Another area in which you can realize the benefits of a GPU in ArcGIS Pro is with the Deep Learning toolset provided with the Image Analyst extension. ArcGIS Pro lets you integrate external machine learning frameworks such as TensorFlow, PyTorch, Keras, and others to train deep learning models. You can then use the trained models with ArcGIS Pro’s inference geoprocessing tools, such as the Detect Objects Using Deep Learning tool. This tool runs a trained deep learning model on an input raster to produce a feature class that contains the objects that it finds. It’s also proven to deliver significantly faster compute times with a dedicated GPU.

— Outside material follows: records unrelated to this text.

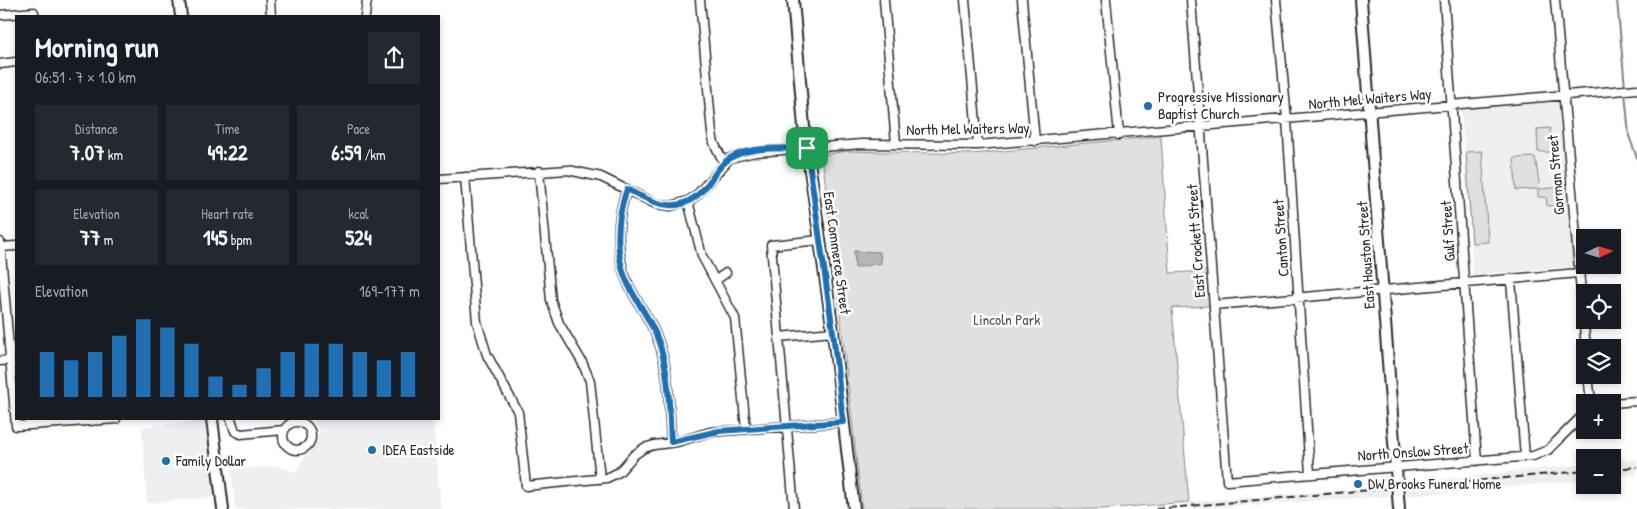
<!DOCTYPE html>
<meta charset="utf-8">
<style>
:root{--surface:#171b24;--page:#242831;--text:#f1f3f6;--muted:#9ea1a6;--accent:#1f6fb2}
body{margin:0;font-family:"Patrick Hand",sans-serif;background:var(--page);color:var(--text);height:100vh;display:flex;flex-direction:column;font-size:19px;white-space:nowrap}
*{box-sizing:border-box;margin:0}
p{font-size:16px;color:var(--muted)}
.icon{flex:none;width:28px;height:28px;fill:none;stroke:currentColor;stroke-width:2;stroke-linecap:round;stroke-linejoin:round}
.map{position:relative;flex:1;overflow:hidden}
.side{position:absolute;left:15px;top:15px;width:425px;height:405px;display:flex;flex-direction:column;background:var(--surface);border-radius:0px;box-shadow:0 2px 8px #0003}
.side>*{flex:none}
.needle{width:32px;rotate:85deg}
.controls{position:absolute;left:1576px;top:229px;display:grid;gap:10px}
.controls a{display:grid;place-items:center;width:45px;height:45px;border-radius:0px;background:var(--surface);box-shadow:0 2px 8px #0003;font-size:25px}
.pin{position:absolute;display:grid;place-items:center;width:42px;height:42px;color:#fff;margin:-21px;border-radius:10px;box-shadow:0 2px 8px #0006}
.round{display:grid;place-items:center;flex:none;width:52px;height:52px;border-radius:0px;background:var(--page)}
.overview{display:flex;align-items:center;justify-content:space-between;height:85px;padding:0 20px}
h1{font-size:28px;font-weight:700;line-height:38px}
.stats{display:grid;grid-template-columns:repeat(3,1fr);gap:8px;height:85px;padding:5px 20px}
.stats div{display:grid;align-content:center;border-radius:0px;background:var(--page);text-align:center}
.stats b{font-size:21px;font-weight:700}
.stats small{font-size:14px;font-weight:400}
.stats p{font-size:14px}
.chart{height:140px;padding:10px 20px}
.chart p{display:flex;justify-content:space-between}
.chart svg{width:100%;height:90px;margin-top:5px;stroke:var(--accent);stroke-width:6}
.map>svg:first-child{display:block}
.built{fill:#efefef}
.green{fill:#e0e0e0;stroke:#868686}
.water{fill:#b6b6b6;stroke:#7e7e7e}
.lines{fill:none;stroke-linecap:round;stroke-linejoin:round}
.stream{stroke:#7e7e7e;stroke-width:2}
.minor-casing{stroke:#2b2b2b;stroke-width:11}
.major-casing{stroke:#2b2b2b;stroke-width:14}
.minor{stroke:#fff;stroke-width:8}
.major{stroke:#fff;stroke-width:10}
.rail{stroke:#2b2b2b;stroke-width:2;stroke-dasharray:8 4;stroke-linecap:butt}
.route-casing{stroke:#fff;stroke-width:10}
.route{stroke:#1f6fb2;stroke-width:6}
.poi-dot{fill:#1f6fb2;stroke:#fff;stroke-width:2}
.labels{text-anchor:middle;stroke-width:5;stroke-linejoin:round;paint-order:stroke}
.poi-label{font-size:15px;fill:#2b2b2b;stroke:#fff;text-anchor:start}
.street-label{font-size:15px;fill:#2b2b2b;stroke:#fff}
.park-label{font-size:15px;fill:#585858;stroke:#fff}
</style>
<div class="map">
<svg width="1637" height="509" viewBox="0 0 1637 509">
<rect width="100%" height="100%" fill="#fff"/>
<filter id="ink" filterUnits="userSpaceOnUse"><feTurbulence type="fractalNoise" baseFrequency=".02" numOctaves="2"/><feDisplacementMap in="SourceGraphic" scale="10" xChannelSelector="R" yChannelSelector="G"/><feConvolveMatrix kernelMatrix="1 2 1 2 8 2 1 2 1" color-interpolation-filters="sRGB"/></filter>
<g filter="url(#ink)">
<path class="built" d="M1558 102 1573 263 1571 267 1473 275 1461 108Z
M313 419H433L441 509H235L231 470 277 466 295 472 320 433Z
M208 420 217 497 147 503 142 427Z
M1637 459V475L1613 477V462Z
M1585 464V480L1407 496 1406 483Z
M1388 487 1389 496 1189 509V502Z"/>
<path class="green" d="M1550 128 1551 152H1538L1537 129Z
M1161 136 1170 273 1207 271 1210 306 1172 308 1189 502 1101 509H862L822 155 847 151 972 154Z
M1482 151 1488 242 1472 243 1466 152Z
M1535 157 1540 189 1564 187 1565 205 1547 206 1546 197H1538V189L1516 190 1514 158Z"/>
<path class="water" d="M854 251 880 252 881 263 855 268Z"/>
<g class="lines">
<path class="stream" d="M1617 0 1625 87
M1625 92 1629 136 1637 158"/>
<g class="minor-casing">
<path id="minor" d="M270 0 271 16
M700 0 712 133 714 143 724 163
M884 0 896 144
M965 0 978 145
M1022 0 1035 141
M1106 0 1119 135
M1191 0 1227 481 1533 456 1548 450 1585 413
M1276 0 1287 120 1310 474
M1444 0 1477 461
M1555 0 1586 348
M0 15 34 12
M365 16 367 0
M0 64 16 62
M539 171 551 300 559 323 582 362 590 381 600 479
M465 177 477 322 487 355 518 412 526 486 607 478 619 472 634 455 644 448 654 445 677 442 710 432 843 422
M439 179 568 170 601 177 656 204 671 206 688 201 696 196 730 158 755 152 862 144 978 145 1637 89
M627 189C616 219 615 256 629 286 638 304 651 320 658 340 670 372 669 409 671 442
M688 201 702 256 735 318 746 429
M0 242 16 426 116 419
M0 247 16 246
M716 280 726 273
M1511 280 1525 457
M1214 305 1579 273
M779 337 833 332
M0 361 10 360
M1588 375 1591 402
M1612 403 1637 401
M231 419 235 431 241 434 284 430
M283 436a14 14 0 1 1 28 0a14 14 0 1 1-28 0Z
M794 509 771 245 820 240"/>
</g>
<g class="major-casing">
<path id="major" d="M179 0 181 16
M793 0 804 127 833 332 854 509
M1361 0 1399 509
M212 419 223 509"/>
</g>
<use href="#minor" class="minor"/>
<use href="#major" class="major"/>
<path class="rail" d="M1612 469 1637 467
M1156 509 1585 471"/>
</g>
</g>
<g class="lines" filter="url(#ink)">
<g class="route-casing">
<path id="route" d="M807 148 833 332 843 422 719 431 671 442C669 409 670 372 658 340 651 320 638 304 629 286 614 257 616 219 627 189 659 207 685 217 710 181 717 171 723 161 734 156 754 146 785 149 807 148Z"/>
</g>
<use href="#route" class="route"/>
</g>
<g class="poi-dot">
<circle cx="1148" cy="106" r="5"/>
<circle cx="372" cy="450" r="5"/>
<circle cx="166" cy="461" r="5"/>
<circle cx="1358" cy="484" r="5"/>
</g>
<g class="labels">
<g class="poi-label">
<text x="1158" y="102">Progressive Missionary<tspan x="1158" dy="17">Baptist Church</tspan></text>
<text x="382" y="455">IDEA Eastside</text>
<text x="176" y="466">Family Dollar</text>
<text x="1368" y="489">DW Brooks Funeral Home</text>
</g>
<g class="street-label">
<text transform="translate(1370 99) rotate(-5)" y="5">North Mel Waiters Way</text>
<text transform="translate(968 129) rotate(-1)" y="5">North Mel Waiters Way</text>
<text transform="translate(1556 175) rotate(-95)" y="5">Gorman Street</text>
<text transform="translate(1448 231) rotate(-94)" y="5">Gulf Street</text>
<text transform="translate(1281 238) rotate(-94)" y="5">Canton Street</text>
<text transform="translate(1196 241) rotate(-94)" y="5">East Crockett Street</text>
<text transform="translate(837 253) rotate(82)" y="5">East Commerce Street</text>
<text transform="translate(1366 255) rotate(-94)" y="5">East Houston Street</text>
<text transform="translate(1413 452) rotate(-4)" y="5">North Onslow Street</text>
</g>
<g class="park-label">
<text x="1007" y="325">Lincoln Park</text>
</g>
</g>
</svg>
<div class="controls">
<a><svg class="needle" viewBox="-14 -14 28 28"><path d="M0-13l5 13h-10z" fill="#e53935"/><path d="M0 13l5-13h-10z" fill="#9ea1a6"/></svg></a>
<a><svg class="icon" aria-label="locate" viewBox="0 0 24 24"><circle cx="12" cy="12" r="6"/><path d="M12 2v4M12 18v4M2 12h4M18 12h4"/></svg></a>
<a><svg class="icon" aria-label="layers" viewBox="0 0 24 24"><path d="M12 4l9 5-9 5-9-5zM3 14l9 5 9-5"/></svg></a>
<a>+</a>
<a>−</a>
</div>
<div class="pin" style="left:807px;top:148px;background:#1e9e55"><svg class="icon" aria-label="arrive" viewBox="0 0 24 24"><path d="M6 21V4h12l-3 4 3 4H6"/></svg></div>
<section class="side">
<div class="overview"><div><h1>Morning run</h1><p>06:51 · 7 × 1.0 km</p></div><a class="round"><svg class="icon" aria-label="share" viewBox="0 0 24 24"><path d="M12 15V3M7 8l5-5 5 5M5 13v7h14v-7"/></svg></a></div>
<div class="stats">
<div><p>Distance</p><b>7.07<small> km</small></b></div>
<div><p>Time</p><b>49:22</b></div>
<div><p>Pace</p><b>6:59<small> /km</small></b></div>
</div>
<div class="stats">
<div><p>Elevation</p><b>77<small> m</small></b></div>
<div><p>Heart rate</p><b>145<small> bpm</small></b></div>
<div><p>kcal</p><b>524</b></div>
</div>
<div class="chart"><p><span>Elevation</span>169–177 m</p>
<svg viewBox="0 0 160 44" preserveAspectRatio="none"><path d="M5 44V22M15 44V26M25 44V22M35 44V14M45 44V6M55 44V10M65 44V18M75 44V34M85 44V38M95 44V30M105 44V22M115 44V18M125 44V18M135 44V22M145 44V26M155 44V22"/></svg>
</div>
</section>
</div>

OCI customers can use GPU-powered virtual machines with the NVIDIA Quadro Virtual Workstation (Quadro vWS) image from Oracle Cloud Marketplace to deploy a virtual desktop that can deliver robust workstation performance to employees anywhere in the world. The Quadro vWS image uses virtual GPU technology to deliver highly effective, graphics-enhanced, virtualized workstations. This image is prepackaged with all the necessary Quadro graphics drivers so that all you have to do is install your software. The image paired with the raw performance of OCI GPU instances is comparable to costly sophisticated workstations. Currently, you can deploy the Quadro vWS image on OCI’s VM.GPU3.x line of VM shapes, which are equipped with one, two, or four NVIDIA V100 Tensor Core GPUs based on Volta architecture. Stay tuned for the upcoming availability of the newest-generation GPUs with Nvidia A100 Tensor Core GPUs on OCI GPU VM shapes.
First, you need to meet the following prerequisites:
Have a valid Oracle Cloud Infrastructure account and subscription. If you’re not already an OCI customer, try it out by signing up for a free 30-day trial with US$300 in credits.
Configure the security list on the network subnet to allow traffic in through port 3389 for RDP access.
Then, you can get started with these three steps:
From Oracle Cloud Marketplace, deploy the NVIDIA Quadro vWS image on a VM GPU shape, and then follow the wizard to launch the instance in your tenancy.
Figure 1: Quadro vWS on Oracle Cloud Marketplace
Note: If the necessary GPU shapes aren’t available, you might be trying to deploy in a region that doesn’t support GPU shapes or you might have to request a service limit increase on your tenancy.
Connect to the instance using a remote desktop client and install ArcGIS Pro from your MyEsri subscription.
Figure 2: Installing ArcGIS Pro
Figure 3: Mapping in ArcGIS Pro
That’s it! Now you can virtually perform your ArcGIS Pro workflows from any location on just about any device.